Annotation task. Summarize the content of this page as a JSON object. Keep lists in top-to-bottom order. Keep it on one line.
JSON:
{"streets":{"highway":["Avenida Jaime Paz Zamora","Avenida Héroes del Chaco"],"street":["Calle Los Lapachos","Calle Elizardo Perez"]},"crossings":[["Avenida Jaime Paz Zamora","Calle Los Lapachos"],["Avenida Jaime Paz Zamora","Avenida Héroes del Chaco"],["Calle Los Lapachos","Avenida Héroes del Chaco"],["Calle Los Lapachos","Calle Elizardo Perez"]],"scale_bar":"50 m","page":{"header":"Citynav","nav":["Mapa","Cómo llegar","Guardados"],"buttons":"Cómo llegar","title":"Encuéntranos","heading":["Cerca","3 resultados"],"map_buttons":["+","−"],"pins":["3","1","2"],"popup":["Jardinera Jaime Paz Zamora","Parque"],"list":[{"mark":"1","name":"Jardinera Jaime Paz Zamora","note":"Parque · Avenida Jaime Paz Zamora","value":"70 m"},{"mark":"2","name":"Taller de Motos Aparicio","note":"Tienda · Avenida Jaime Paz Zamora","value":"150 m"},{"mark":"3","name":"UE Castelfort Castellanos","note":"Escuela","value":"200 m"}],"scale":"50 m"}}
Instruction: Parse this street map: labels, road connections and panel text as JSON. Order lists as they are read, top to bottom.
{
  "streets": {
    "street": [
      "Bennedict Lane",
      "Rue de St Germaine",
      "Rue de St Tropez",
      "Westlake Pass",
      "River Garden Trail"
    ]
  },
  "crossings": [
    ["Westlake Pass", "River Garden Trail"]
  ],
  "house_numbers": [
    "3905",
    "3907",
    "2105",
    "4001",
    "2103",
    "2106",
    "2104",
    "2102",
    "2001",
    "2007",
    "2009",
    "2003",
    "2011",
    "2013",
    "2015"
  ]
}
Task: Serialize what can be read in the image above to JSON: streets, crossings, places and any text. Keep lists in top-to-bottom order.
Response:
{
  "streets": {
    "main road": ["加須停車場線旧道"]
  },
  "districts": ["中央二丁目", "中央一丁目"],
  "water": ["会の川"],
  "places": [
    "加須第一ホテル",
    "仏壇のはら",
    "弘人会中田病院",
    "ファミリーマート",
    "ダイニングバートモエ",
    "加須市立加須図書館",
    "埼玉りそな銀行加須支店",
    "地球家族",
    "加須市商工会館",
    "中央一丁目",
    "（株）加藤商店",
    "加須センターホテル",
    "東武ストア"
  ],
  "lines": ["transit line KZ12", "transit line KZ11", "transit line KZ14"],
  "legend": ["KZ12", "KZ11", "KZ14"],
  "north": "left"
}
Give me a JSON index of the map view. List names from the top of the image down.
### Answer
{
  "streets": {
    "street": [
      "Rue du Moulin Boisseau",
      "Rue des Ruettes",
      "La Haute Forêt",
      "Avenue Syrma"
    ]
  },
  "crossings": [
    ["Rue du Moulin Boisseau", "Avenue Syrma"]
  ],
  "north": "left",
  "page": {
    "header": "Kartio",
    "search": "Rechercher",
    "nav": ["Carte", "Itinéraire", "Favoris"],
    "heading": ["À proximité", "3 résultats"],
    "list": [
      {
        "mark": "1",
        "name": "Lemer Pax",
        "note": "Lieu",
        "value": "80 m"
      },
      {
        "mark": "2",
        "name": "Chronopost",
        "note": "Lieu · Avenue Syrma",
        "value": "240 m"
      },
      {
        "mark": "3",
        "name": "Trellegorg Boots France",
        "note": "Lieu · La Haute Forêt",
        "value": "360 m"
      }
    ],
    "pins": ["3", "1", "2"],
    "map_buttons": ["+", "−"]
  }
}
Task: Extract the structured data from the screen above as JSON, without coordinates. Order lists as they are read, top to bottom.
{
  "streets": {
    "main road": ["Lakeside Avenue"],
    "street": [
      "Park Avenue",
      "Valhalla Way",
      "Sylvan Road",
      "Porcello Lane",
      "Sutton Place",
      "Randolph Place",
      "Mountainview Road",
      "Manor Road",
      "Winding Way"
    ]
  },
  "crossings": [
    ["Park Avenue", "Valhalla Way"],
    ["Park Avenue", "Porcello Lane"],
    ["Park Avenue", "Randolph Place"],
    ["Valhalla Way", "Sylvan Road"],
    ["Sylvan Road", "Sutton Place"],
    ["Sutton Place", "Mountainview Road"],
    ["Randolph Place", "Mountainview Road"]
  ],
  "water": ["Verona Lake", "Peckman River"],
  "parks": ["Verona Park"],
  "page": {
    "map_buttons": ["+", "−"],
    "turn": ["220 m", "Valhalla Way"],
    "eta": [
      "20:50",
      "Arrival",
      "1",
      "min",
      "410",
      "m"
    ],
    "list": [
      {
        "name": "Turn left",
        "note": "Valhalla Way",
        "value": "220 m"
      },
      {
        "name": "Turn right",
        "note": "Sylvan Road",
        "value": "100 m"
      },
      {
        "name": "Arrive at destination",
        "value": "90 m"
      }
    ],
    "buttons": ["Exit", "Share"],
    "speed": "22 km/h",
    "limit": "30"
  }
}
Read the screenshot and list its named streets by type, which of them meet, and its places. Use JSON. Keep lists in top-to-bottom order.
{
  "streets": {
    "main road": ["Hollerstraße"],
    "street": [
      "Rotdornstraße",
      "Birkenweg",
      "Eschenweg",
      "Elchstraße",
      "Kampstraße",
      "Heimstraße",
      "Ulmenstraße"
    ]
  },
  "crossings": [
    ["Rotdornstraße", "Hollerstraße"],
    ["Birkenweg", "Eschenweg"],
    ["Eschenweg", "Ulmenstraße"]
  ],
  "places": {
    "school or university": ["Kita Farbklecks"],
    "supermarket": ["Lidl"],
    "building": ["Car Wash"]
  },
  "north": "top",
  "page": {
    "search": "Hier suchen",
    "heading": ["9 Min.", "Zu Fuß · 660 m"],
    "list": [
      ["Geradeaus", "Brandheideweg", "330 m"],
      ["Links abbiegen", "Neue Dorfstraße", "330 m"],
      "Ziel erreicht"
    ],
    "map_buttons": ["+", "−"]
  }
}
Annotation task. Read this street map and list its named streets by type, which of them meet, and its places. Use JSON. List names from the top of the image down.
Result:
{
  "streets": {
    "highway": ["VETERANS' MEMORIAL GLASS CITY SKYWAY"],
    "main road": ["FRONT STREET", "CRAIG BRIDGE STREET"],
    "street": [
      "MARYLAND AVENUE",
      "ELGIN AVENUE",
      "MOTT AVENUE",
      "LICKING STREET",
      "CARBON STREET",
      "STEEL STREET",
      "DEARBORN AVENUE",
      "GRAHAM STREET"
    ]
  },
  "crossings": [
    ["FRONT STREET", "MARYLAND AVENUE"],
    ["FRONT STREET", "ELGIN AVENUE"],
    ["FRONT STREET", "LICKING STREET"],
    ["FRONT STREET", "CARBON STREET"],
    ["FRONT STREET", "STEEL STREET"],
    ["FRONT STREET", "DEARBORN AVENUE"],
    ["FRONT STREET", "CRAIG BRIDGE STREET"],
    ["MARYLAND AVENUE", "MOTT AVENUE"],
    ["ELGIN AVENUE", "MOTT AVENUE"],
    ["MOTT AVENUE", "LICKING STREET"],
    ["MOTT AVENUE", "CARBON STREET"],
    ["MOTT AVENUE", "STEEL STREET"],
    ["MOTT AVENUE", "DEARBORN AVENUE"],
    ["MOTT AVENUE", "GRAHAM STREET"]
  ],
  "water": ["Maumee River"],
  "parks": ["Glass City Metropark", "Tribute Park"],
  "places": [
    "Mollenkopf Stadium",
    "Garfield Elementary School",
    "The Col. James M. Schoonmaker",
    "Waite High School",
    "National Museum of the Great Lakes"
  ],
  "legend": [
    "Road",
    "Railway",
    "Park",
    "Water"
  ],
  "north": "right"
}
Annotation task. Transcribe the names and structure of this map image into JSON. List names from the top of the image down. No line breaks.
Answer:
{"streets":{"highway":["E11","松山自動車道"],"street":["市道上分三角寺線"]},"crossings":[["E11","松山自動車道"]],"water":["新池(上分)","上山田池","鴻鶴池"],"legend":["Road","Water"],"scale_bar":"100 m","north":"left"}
-=-=-=-=-
REQUIREMENT — Where a line above holds the string "names", copy that line.

RESPONSE BELOW —
Give me a JSON index of the map view. List names from the top of the image down.
Annotation task. Read this street map and list its named streets by type, which of them meet, and its places. Use JSON. List names from the top of the image down.
Annotation task. Transcribe the names and structure of this map image into JSON. List names from the top of the image down. No line breaks.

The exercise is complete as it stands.